Exercise details =>
Where the data below has the string "bounding", return the whole line.

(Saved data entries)
BEGIN
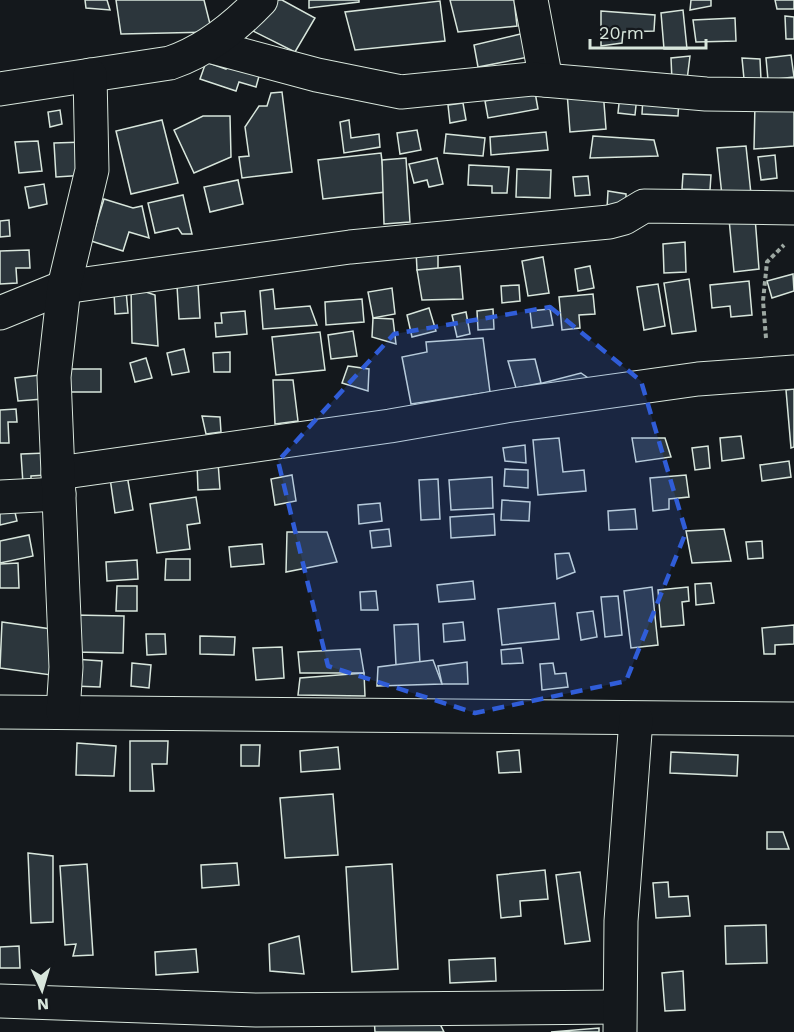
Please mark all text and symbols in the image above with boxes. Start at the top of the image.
scale bar [590,12,706,50]
text: 20 m [599,22,644,43]
north arrow [12,960,72,1020]
text: N [36,995,50,1014]

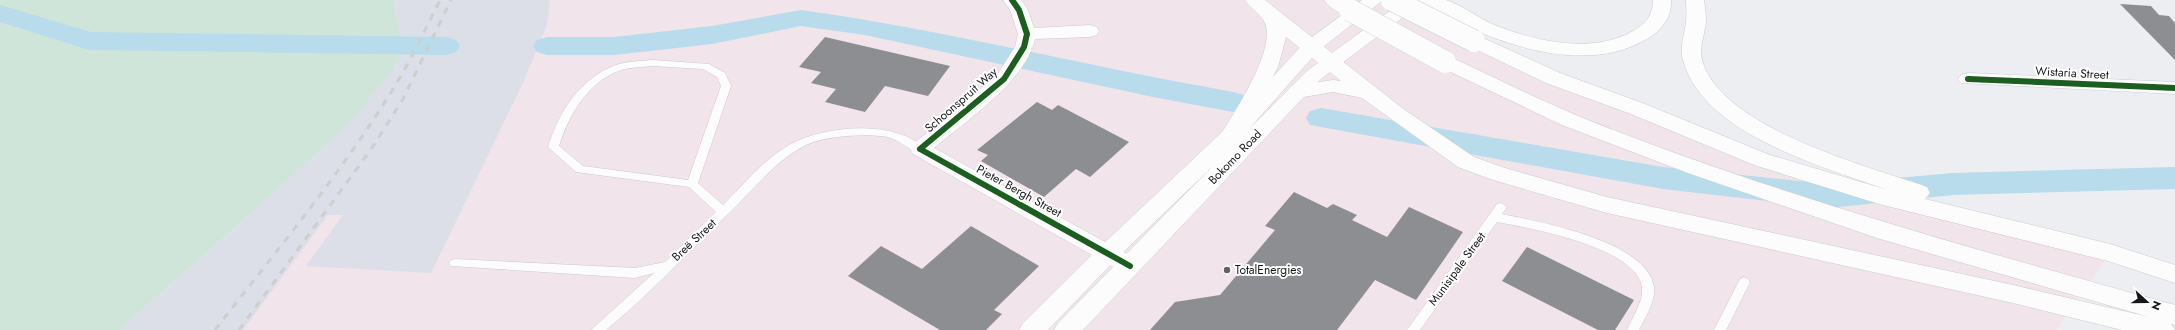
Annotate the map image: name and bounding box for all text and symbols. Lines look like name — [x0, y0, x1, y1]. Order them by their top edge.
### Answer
street label: Wistaria Street — [2035, 62, 2109, 84]
street label: Schoonspruit Way — [921, 63, 1002, 137]
street label: Bokomo Road — [1204, 125, 1266, 189]
street label: Pieter Bergh Street — [973, 160, 1065, 222]
street label: Breë Street — [668, 215, 720, 265]
street label: Munisipale Street — [1424, 228, 1490, 310]
place label: TotalEnergies — [1235, 261, 1302, 279]
marker: TotalEnergies — [1222, 265, 1232, 275]
north arrow — [2127, 282, 2167, 322]
text: N — [2147, 299, 2165, 313]

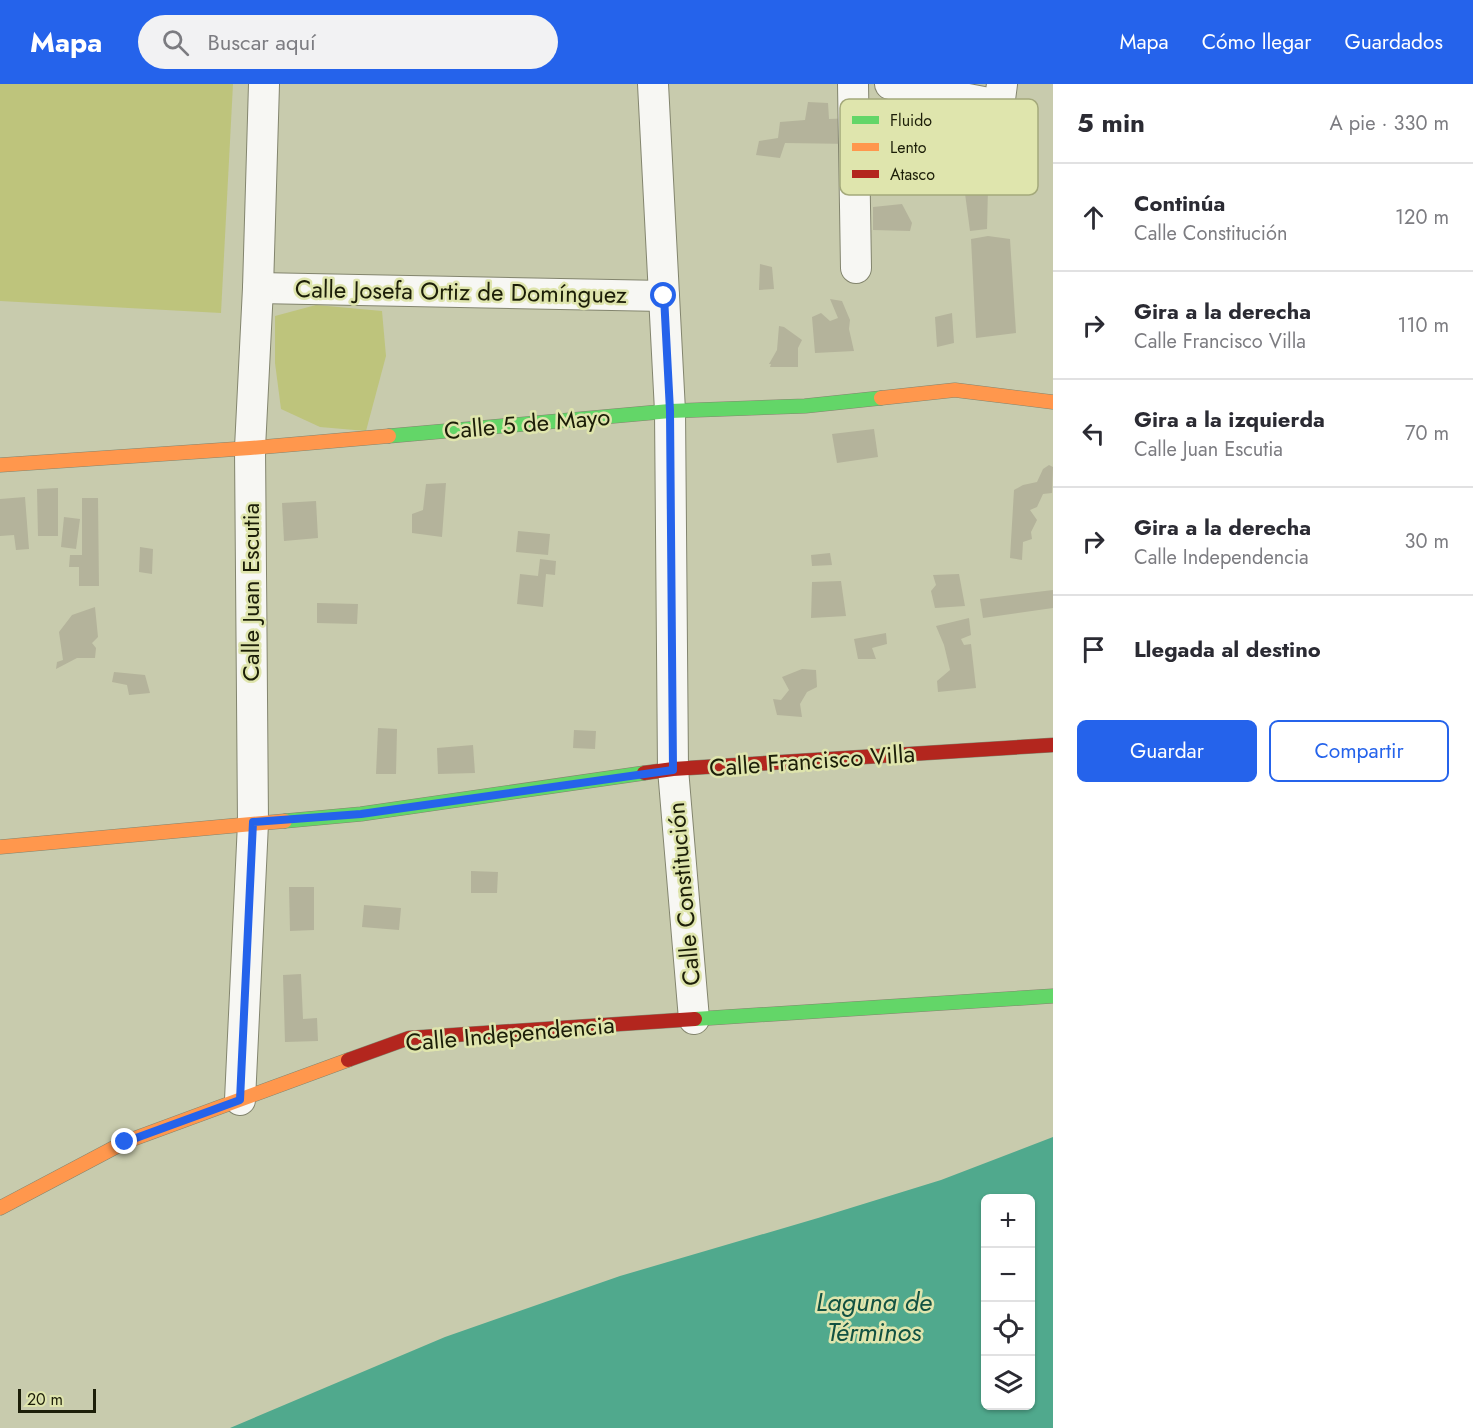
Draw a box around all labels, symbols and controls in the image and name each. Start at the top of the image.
search box [138,15,558,69]
text: Mapa [30,22,102,63]
icon: search [159,26,192,59]
text: Buscar aquí [207,26,316,58]
text: Mapa [1119,27,1169,57]
text: Cómo llegar [1202,27,1311,57]
text: Guardados [1344,27,1443,57]
legend [840,99,1038,195]
text: 5 min [1077,104,1145,142]
text: Fluido [890,109,932,132]
text: A pie · 330 m [1329,109,1449,138]
text: Lento [890,136,927,159]
text: Atasco [890,163,935,186]
text: Continúa [1134,187,1225,219]
icon: ahead [1077,201,1110,234]
text: 120 m [1395,203,1449,232]
text: Calle Constitución [1134,219,1287,248]
street label: Calle Josefa Ortiz de Domínguez [295,271,627,312]
route start [650,282,676,308]
text: Gira a la derecha [1134,295,1311,327]
icon: right [1077,309,1110,342]
text: 110 m [1397,311,1449,340]
text: Calle Francisco Villa [1134,327,1306,356]
street label: Calle 5 de Mayo [442,399,612,448]
text: Gira a la izquierda [1134,403,1325,435]
icon: left [1077,417,1110,450]
text: 70 m [1405,419,1449,448]
text: Calle Juan Escutia [1134,435,1283,464]
street label: Calle Juan Escutia [233,503,268,681]
text: Gira a la derecha [1134,511,1311,543]
icon: right [1077,525,1110,558]
text: 30 m [1404,527,1449,556]
text: Calle Independencia [1134,543,1309,572]
icon: arrive [1077,633,1110,666]
text: Llegada al destino [1134,633,1321,665]
button: Guardar [1077,720,1257,782]
button: Compartir [1269,720,1449,782]
street label: Calle Francisco Villa [708,736,916,785]
street label: Calle Constitución [658,801,709,987]
street label: Calle Independencia [404,1007,616,1060]
route end [111,1128,137,1154]
map controls [981,1194,1035,1410]
button: + [981,1194,1035,1248]
button: − [981,1248,1035,1302]
water label: Laguna de Términos [816,1283,932,1351]
button: locate [981,1302,1035,1356]
button: layers [981,1356,1035,1410]
scale bar [18,1386,96,1414]
text: 20 m [27,1388,63,1411]

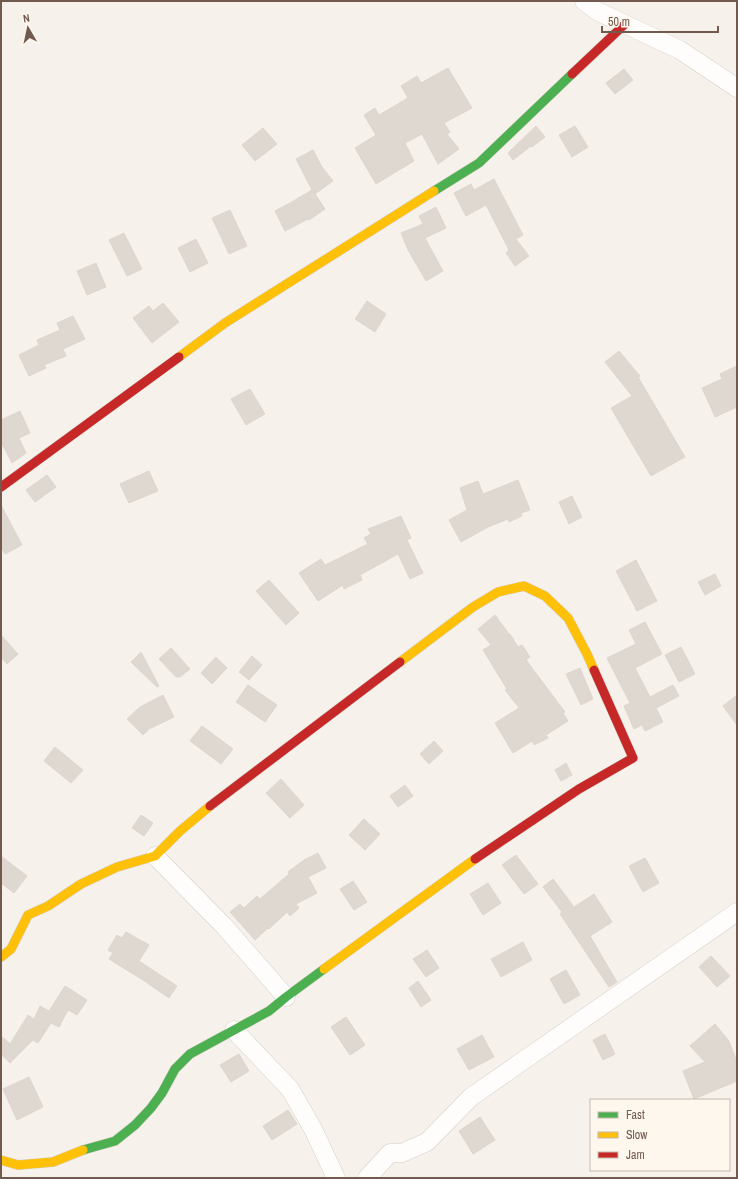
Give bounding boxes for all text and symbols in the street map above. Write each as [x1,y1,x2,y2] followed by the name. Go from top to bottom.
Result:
[8,8,48,48] north arrow
[602,8,718,34] scale bar
[22,11,31,26] text: N
[608,14,630,30] text: 50 m
[590,1099,730,1171] legend
[626,1107,645,1123] text: Fast
[626,1127,648,1143] text: Slow
[626,1147,645,1163] text: Jam

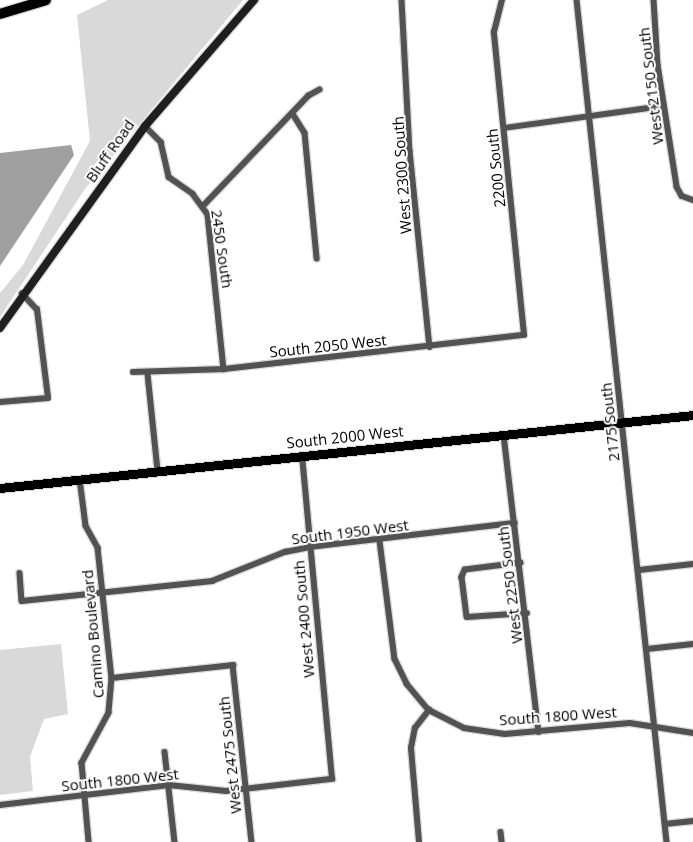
END
Reply =>
Annotate the map image: name and bounding box for all text and symbols. Lines look like name — [x0, y0, x1, y1]. Order them by their top edge.
Give bounding boxes for all text and symbols in the street map above. Write each as [x1,y1,x2,y2] followed by the name. Go from top to bottom.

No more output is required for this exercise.